ACTIVITY -
This task calls for copying each line below that contains "Тверской".

►

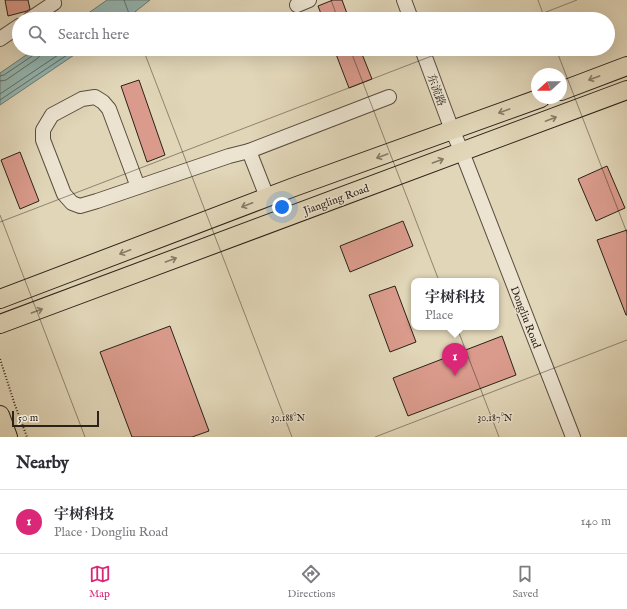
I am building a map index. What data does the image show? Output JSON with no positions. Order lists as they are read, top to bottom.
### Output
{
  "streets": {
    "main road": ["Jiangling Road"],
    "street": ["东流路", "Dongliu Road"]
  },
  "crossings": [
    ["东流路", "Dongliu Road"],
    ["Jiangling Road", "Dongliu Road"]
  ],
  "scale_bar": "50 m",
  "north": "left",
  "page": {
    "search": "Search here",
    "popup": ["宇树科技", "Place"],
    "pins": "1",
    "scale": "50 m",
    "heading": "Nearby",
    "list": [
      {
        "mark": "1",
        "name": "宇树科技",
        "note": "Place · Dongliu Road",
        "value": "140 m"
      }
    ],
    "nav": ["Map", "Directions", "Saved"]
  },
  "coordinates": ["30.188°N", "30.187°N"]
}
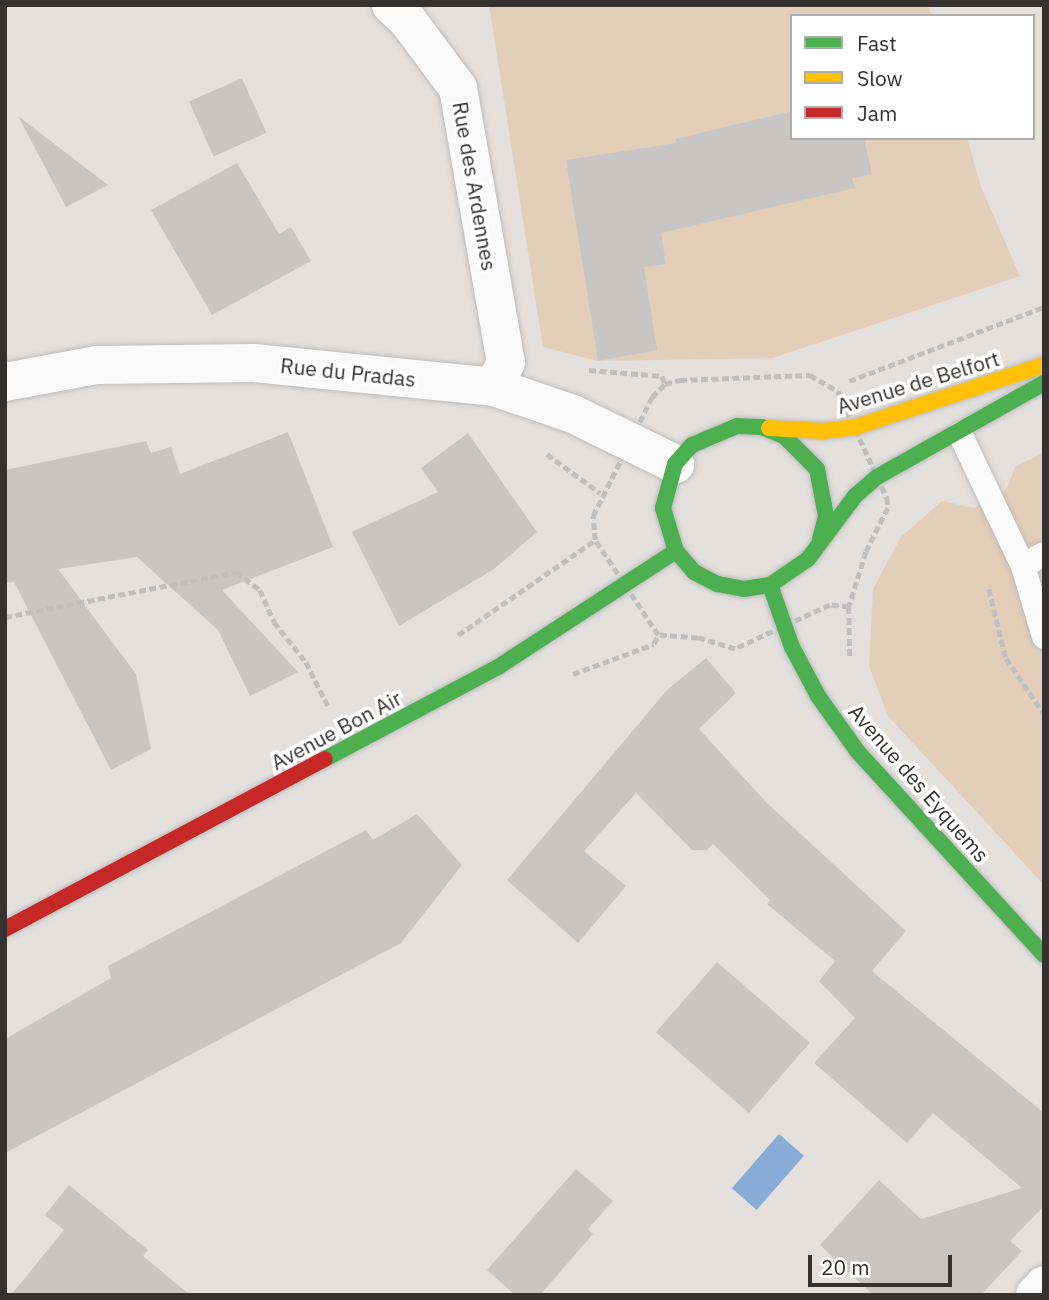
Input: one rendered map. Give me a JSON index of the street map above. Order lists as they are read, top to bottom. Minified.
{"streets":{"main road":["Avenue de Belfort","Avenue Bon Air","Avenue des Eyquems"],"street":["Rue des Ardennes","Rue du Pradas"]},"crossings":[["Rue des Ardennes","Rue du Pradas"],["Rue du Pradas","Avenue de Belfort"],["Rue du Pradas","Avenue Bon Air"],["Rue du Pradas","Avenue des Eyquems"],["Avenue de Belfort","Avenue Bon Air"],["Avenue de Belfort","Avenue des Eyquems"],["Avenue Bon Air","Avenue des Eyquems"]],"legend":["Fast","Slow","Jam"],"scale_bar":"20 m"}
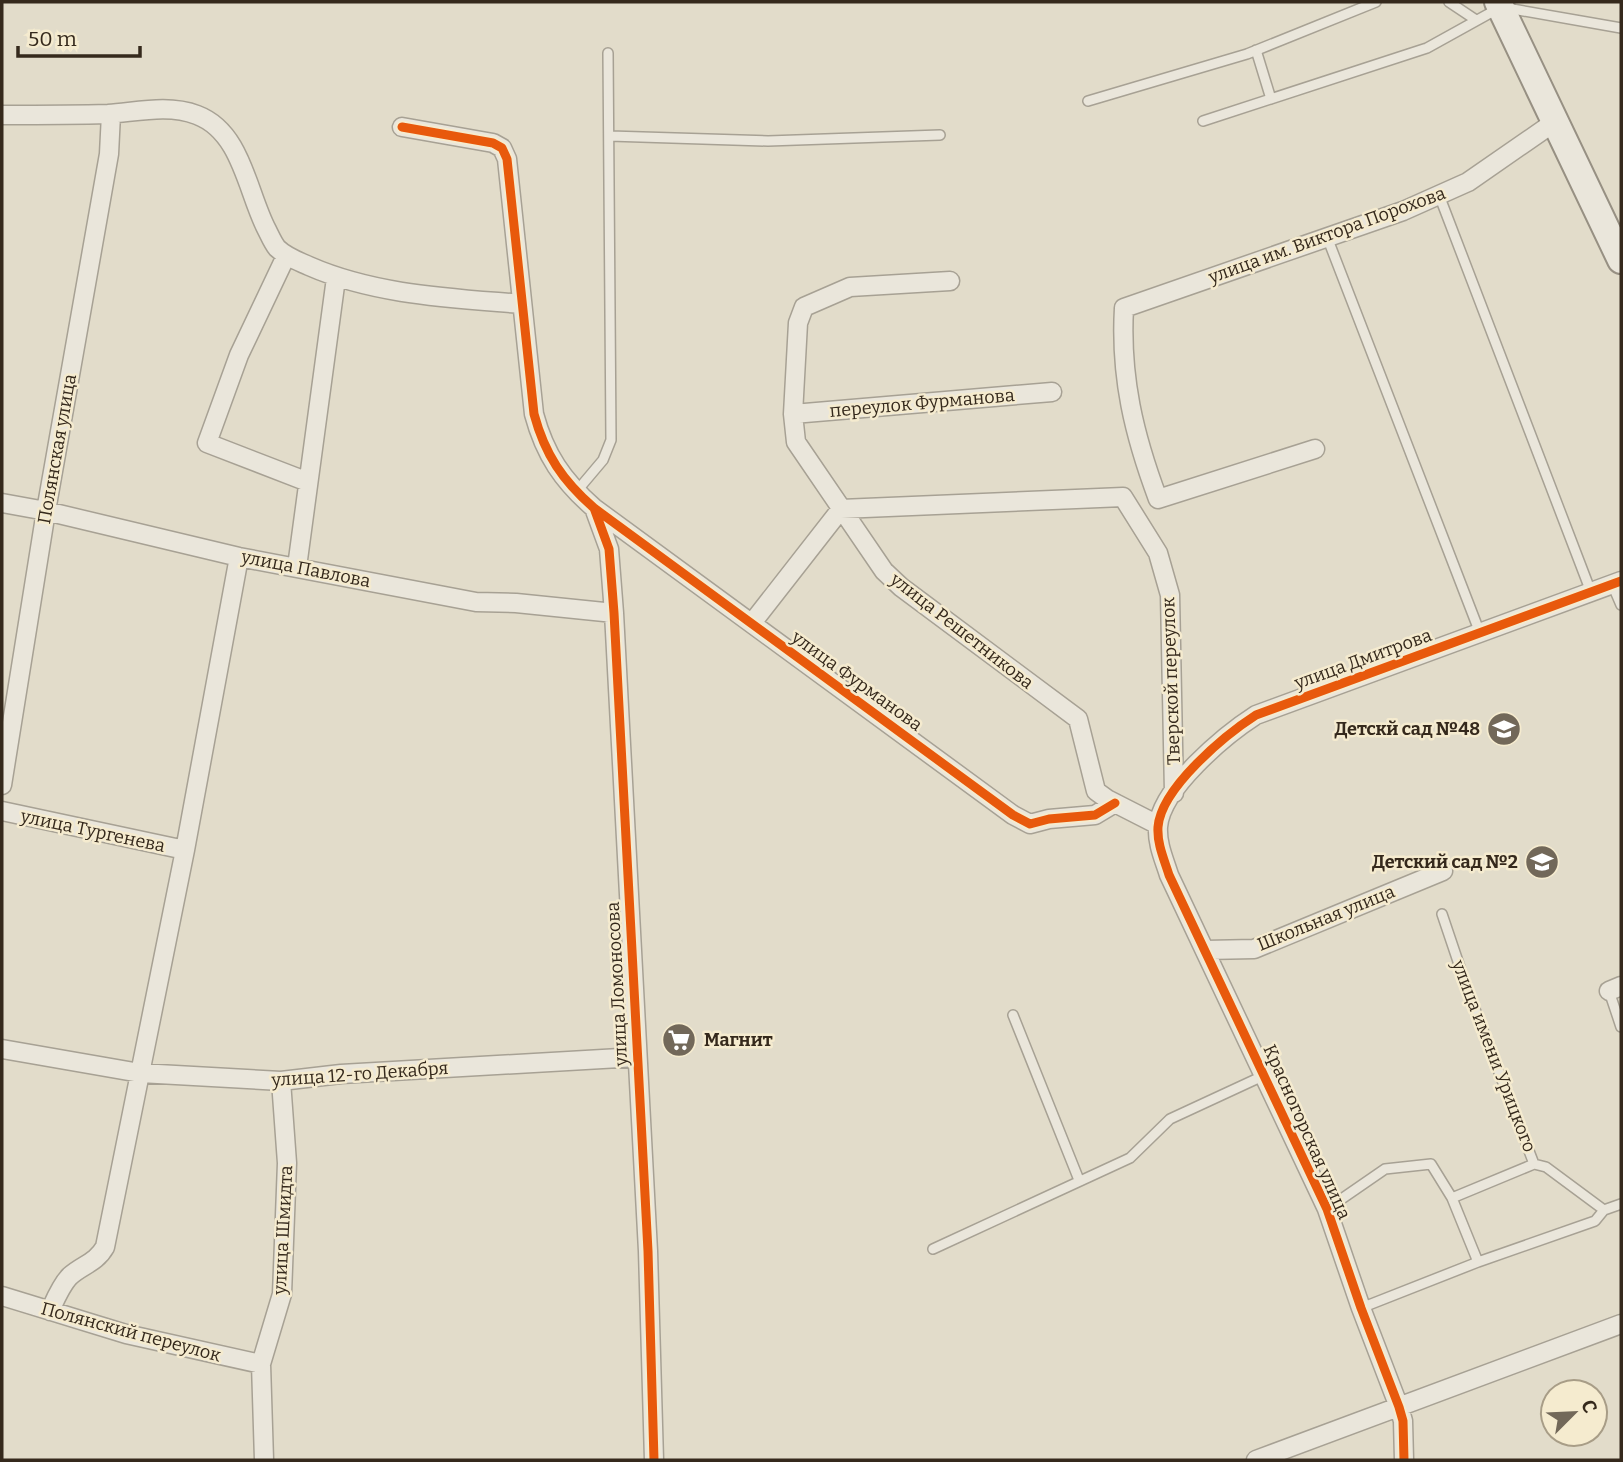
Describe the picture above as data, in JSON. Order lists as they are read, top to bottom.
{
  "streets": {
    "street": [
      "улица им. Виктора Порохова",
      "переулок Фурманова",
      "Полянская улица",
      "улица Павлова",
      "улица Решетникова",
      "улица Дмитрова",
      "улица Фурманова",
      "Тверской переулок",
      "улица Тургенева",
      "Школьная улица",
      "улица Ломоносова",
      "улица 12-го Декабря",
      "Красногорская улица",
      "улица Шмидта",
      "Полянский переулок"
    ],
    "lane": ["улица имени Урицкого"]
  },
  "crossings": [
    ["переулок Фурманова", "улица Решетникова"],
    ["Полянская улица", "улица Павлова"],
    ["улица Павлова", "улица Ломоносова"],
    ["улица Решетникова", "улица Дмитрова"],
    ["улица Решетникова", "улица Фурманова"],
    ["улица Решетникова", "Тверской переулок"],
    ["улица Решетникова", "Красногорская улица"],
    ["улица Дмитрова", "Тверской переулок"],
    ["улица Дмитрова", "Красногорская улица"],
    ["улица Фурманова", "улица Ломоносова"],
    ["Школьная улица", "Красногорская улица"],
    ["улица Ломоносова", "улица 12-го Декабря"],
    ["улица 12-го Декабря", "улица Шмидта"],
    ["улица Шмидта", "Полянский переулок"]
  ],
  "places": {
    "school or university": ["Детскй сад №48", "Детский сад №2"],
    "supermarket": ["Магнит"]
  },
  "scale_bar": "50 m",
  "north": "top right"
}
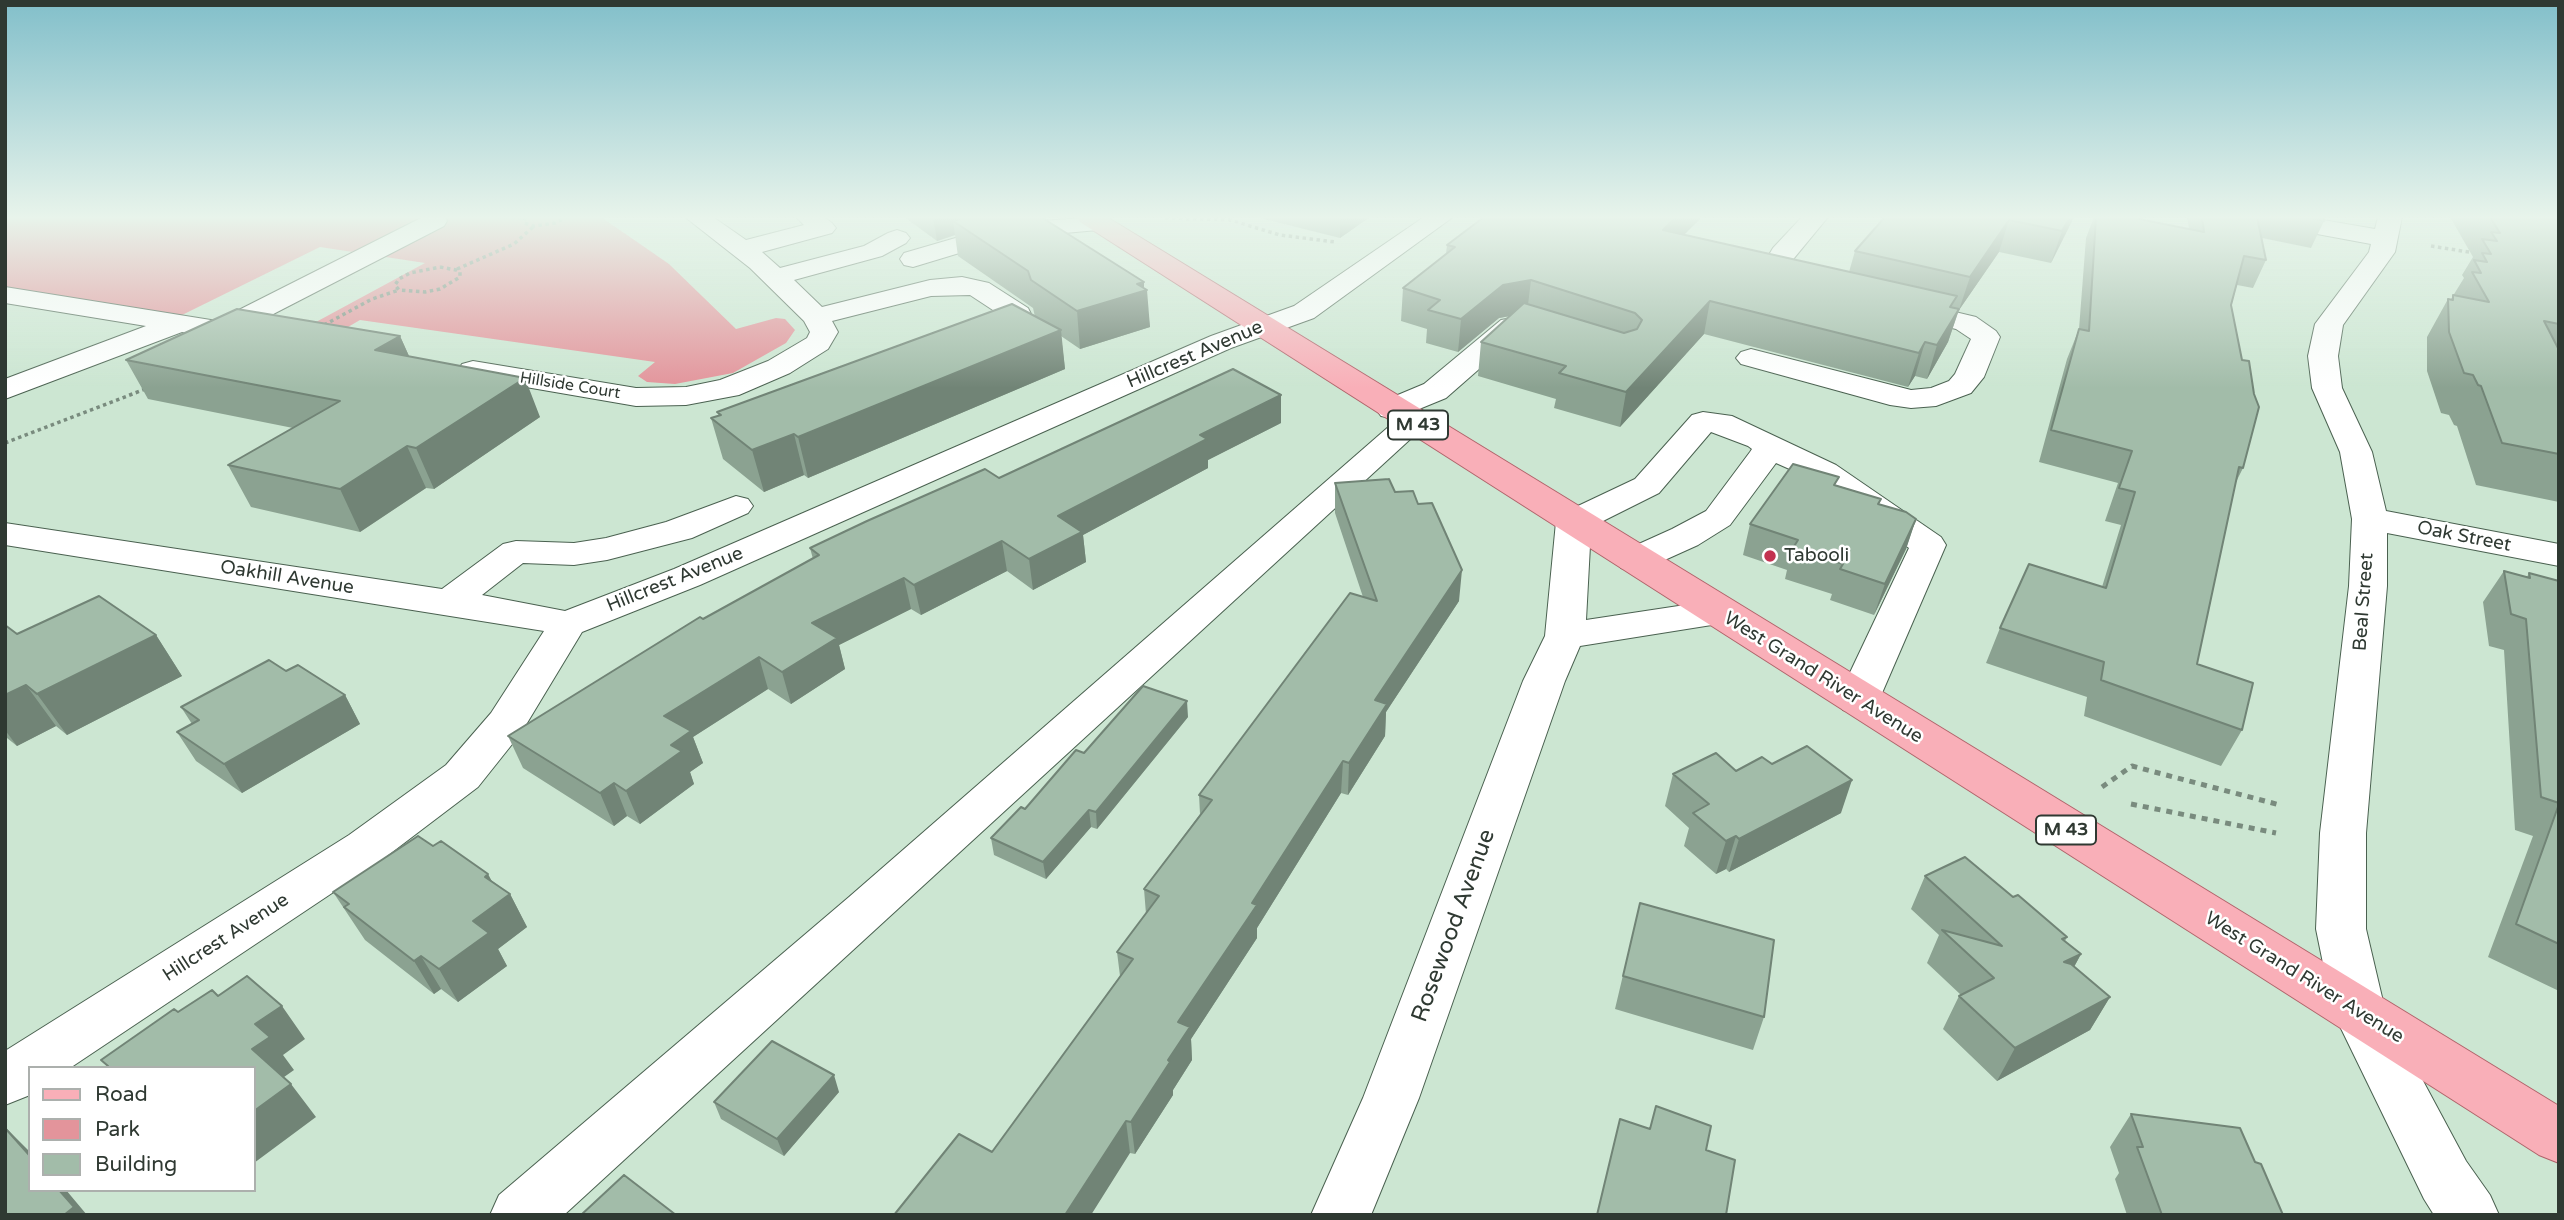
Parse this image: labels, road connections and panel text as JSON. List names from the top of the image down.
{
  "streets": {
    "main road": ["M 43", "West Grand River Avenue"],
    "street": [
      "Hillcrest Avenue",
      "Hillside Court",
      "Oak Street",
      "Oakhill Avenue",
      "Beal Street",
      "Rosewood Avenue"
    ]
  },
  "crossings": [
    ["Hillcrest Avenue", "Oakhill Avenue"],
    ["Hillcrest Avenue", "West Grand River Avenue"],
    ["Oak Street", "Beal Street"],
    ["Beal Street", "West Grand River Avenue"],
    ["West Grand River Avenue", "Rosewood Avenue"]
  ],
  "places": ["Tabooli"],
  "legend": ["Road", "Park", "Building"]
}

◄

RESULT OF THIS EXERCISE -
      "Тверской переулок",
    ["улица Решетникова", "Тверской переулок"],
    ["улица Дмитрова", "Тверской переулок"],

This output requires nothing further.